Work instructions —
From the entries that follow, pick out all lines holding "background".

Material for the task —
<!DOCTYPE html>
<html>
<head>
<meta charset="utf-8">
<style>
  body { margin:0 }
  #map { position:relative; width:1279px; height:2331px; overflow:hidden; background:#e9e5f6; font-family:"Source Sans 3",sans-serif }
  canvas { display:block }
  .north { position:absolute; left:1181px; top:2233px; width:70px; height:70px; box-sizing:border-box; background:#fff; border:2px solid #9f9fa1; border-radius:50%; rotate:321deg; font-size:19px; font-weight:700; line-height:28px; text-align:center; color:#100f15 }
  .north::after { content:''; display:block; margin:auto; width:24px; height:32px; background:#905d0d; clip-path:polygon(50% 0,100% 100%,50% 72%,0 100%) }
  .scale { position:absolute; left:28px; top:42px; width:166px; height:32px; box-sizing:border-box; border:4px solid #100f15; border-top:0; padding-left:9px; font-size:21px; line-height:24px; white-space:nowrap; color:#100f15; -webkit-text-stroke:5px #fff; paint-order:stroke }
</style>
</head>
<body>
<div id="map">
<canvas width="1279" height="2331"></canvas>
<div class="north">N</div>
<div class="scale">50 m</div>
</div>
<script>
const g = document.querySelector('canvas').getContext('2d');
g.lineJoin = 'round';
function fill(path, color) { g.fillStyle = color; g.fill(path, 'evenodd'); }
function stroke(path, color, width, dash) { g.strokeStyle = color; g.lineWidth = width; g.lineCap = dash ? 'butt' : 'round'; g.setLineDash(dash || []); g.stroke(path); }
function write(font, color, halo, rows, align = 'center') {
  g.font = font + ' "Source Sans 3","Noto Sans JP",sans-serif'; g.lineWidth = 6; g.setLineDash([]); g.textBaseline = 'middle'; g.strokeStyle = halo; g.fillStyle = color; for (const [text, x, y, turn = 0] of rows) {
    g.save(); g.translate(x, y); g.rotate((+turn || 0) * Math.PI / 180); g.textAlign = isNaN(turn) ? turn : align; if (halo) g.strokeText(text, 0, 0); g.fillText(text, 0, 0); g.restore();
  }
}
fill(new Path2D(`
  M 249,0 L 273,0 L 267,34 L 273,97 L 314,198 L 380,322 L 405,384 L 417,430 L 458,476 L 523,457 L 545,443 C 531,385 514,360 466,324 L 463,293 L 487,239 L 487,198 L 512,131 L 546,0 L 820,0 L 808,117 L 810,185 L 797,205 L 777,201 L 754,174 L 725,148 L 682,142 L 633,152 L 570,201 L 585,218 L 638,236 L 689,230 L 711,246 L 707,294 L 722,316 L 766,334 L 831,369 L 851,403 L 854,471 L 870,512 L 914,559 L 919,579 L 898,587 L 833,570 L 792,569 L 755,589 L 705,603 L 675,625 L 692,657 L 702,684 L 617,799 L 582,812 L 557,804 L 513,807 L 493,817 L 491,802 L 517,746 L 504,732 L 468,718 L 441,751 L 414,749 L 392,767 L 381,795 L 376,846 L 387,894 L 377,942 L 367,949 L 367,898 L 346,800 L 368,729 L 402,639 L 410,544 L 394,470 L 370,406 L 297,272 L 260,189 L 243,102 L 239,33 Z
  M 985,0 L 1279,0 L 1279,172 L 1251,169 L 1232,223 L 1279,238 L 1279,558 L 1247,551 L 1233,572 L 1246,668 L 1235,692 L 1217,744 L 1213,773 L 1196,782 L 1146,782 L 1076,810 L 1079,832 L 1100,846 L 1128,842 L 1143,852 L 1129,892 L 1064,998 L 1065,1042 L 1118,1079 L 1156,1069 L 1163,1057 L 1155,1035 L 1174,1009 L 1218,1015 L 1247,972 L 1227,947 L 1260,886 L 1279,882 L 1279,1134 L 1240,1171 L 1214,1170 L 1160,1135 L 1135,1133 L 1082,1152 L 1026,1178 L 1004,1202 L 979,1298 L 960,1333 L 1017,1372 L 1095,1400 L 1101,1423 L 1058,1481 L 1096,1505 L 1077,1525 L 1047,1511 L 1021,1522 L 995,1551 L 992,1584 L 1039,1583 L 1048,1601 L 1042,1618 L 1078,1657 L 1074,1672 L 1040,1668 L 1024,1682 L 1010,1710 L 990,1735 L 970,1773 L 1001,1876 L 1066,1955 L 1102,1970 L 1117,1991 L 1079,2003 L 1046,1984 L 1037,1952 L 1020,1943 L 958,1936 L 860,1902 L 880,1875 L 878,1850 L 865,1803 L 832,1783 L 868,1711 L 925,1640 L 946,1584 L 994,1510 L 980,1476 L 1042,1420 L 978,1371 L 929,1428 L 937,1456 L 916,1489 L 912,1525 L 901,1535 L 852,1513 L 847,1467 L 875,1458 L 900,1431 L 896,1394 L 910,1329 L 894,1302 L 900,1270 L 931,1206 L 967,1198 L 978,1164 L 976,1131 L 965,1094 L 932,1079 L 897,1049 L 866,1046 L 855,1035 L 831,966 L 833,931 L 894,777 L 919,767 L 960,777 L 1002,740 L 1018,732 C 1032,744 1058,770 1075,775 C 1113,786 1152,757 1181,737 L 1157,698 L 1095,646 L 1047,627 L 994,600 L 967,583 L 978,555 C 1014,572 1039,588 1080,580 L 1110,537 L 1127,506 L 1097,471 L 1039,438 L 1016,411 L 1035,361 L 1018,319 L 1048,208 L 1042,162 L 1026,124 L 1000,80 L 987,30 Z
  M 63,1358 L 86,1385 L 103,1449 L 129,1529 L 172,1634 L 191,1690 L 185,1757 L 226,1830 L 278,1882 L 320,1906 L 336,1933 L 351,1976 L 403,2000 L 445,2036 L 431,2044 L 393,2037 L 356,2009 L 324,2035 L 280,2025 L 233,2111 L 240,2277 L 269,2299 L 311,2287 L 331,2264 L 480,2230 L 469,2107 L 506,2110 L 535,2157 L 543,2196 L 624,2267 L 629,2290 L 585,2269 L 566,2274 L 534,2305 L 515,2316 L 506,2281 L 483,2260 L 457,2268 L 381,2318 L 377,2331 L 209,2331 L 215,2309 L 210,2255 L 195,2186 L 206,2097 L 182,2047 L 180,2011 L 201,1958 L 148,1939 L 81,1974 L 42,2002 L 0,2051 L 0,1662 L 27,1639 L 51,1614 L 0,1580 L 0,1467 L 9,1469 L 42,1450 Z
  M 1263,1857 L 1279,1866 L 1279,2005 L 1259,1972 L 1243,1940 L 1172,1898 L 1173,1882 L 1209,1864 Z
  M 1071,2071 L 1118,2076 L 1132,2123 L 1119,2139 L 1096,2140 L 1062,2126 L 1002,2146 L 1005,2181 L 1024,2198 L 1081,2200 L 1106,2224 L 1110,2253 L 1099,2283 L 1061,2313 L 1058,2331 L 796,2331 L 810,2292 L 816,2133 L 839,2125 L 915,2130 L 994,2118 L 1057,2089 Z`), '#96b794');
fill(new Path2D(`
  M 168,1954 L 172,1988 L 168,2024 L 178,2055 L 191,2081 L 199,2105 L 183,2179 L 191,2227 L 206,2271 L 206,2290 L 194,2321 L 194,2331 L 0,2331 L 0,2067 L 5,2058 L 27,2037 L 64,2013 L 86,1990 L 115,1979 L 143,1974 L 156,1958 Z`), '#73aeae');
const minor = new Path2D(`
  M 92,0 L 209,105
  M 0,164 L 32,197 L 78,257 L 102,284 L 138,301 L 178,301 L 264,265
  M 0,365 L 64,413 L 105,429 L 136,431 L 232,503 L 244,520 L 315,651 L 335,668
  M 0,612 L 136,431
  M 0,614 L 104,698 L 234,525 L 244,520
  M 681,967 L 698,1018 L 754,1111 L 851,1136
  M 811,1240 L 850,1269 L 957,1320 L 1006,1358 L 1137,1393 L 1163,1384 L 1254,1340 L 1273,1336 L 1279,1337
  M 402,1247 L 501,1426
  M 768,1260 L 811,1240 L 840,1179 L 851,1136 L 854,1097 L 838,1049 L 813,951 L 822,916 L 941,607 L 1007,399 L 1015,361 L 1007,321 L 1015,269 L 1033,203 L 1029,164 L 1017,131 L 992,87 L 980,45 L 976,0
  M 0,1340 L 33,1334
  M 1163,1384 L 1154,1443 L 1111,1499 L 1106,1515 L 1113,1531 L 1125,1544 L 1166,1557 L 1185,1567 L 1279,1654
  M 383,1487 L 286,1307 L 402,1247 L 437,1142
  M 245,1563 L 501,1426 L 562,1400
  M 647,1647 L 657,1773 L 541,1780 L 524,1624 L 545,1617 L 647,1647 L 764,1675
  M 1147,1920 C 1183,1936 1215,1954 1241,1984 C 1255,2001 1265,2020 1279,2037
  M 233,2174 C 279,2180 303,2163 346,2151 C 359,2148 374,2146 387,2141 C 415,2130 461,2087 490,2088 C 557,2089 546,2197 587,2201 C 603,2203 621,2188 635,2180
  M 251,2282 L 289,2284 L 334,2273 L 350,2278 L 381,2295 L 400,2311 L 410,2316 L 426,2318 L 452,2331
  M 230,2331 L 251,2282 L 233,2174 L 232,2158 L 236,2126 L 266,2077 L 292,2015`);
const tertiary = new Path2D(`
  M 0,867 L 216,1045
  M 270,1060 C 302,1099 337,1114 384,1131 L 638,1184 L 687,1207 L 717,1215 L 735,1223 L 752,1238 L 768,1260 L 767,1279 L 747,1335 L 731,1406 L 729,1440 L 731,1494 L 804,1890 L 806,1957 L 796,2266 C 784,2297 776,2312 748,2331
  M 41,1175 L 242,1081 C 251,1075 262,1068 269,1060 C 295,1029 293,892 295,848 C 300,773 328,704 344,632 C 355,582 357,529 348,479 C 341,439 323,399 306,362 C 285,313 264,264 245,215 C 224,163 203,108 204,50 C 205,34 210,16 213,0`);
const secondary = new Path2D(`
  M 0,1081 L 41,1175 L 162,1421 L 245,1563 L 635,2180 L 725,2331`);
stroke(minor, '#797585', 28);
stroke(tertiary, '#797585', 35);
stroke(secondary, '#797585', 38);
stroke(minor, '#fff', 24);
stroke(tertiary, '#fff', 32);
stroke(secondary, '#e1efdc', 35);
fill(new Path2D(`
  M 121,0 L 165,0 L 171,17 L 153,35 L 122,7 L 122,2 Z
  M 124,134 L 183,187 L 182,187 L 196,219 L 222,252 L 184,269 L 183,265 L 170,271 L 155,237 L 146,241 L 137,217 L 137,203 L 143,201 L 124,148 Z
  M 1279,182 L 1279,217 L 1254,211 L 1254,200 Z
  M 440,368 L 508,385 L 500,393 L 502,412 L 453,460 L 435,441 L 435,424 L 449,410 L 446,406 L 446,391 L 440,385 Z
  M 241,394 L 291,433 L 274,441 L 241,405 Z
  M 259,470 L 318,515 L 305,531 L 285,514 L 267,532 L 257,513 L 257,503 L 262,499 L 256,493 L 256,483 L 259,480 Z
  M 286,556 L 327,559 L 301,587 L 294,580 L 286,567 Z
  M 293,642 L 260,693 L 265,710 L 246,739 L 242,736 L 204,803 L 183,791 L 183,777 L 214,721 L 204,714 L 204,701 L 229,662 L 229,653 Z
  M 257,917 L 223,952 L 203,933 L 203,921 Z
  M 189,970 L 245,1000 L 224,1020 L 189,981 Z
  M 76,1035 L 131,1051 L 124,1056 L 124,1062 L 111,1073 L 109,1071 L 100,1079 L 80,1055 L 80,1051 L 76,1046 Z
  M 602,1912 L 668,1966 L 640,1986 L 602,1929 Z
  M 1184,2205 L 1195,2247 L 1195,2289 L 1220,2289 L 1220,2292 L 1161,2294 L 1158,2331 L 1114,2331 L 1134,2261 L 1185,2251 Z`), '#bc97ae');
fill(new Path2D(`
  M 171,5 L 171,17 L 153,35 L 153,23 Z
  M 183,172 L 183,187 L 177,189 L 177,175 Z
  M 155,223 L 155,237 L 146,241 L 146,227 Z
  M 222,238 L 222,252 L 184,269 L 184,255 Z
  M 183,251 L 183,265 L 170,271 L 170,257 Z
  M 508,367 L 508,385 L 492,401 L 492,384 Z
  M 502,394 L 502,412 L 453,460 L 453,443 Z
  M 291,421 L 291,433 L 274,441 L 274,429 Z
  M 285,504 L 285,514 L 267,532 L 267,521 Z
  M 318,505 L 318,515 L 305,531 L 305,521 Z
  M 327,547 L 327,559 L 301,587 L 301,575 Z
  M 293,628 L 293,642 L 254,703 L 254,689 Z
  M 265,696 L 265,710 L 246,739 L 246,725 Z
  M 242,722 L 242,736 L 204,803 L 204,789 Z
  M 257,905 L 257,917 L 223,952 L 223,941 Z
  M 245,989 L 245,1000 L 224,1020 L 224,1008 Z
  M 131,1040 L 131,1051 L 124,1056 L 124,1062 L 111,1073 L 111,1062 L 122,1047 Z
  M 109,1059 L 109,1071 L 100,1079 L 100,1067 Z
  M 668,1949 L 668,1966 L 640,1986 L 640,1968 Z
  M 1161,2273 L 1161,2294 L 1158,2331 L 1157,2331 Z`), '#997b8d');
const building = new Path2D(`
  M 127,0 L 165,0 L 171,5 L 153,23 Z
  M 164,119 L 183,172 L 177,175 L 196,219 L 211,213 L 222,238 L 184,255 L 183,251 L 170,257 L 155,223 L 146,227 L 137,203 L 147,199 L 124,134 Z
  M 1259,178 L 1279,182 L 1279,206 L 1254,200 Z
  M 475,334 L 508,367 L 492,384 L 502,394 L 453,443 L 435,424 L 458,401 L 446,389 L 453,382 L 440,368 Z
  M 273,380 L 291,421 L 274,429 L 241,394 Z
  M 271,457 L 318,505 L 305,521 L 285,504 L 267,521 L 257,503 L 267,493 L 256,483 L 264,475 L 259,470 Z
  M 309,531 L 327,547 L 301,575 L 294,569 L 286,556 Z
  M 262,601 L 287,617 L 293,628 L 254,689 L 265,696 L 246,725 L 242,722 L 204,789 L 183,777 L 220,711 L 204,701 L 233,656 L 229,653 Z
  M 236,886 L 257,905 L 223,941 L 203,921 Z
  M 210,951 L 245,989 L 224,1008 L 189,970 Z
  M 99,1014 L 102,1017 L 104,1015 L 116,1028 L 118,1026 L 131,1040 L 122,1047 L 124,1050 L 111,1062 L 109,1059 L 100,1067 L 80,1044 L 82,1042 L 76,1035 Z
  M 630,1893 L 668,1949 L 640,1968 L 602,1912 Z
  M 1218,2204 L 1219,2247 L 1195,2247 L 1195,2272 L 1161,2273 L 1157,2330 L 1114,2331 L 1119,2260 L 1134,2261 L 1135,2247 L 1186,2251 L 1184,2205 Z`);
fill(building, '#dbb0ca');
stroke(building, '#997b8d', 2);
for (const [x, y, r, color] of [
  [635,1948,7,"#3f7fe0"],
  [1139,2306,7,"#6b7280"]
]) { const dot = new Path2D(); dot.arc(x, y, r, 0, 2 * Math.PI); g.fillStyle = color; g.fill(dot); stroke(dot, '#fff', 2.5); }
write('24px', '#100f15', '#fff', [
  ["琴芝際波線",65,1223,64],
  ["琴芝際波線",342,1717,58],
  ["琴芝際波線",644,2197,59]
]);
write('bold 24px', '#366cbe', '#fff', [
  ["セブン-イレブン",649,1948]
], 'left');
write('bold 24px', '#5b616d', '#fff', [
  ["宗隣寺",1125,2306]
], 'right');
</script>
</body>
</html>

Expected output —
  #map { position:relative; width:1279px; height:2331px; overflow:hidden; background:#e9e5f6; font-family:"Source Sans 3",sans-serif }
  .north { position:absolute; left:1181px; top:2233px; width:70px; height:70px; box-sizing:border-box; background:#fff; border:2px solid #9f9fa1; border-radius:50%; rotate:321deg; font-size:19px; font-weight:700; line-height:28px; text-align:center; color:#100f15 }
  .north::after { content:''; display:block; margin:auto; width:24px; height:32px; background:#905d0d; clip-path:polygon(50% 0,100% 100%,50% 72%,0 100%) }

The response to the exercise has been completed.